### THE TASK
Your answer should hold all lines of the entries that include the word "白石腳湧泉第二幹線".

···

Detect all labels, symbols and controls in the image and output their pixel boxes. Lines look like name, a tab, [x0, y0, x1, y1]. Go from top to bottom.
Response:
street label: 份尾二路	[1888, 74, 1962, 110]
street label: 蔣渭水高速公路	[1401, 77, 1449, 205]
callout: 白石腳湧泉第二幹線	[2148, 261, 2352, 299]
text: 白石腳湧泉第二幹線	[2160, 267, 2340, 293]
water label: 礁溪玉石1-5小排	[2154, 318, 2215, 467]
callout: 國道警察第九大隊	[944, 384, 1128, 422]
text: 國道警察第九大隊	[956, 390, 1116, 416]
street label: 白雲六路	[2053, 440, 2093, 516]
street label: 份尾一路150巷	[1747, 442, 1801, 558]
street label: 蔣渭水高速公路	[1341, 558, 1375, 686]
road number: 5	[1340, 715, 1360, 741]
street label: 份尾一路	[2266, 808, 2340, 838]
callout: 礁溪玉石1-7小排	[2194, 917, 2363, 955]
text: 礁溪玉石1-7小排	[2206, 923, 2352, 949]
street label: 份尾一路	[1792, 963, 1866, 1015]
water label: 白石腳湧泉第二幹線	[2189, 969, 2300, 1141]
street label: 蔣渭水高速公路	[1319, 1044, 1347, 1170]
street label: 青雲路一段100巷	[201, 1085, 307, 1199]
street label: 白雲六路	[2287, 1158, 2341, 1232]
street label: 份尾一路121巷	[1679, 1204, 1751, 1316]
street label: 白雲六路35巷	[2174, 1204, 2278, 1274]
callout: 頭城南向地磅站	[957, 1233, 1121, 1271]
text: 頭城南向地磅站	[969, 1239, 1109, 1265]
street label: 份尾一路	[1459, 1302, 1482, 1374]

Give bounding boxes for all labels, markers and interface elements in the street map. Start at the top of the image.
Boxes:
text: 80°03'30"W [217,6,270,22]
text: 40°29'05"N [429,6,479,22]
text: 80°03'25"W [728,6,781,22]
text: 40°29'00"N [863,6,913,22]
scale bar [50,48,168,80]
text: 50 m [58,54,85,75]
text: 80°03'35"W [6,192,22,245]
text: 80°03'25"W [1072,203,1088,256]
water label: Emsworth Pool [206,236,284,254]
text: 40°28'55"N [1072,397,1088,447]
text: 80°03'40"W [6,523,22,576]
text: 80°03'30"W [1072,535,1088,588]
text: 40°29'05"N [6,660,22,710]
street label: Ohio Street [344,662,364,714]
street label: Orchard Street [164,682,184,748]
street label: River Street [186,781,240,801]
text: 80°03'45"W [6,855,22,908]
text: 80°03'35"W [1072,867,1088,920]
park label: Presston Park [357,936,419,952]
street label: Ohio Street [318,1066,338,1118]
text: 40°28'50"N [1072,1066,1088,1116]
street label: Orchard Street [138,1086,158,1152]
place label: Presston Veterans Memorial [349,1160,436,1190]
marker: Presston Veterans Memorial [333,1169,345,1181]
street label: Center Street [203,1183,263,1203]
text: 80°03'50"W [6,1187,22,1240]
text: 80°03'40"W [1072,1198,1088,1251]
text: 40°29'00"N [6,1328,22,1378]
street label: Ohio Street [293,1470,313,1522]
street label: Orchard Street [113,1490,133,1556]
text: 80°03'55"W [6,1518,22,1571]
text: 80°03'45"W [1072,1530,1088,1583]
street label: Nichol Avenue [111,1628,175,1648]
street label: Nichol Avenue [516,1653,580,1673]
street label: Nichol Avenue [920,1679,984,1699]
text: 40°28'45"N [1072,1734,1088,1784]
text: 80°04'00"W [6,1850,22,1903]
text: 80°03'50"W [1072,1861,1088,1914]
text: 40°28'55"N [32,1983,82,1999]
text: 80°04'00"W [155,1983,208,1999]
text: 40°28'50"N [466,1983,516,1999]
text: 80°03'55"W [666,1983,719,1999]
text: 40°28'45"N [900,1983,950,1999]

···

### REPLY TO THE TASK
callout: 白石腳湧泉第二幹線	[2148, 261, 2352, 299]
text: 白石腳湧泉第二幹線	[2160, 267, 2340, 293]
water label: 白石腳湧泉第二幹線	[2189, 969, 2300, 1141]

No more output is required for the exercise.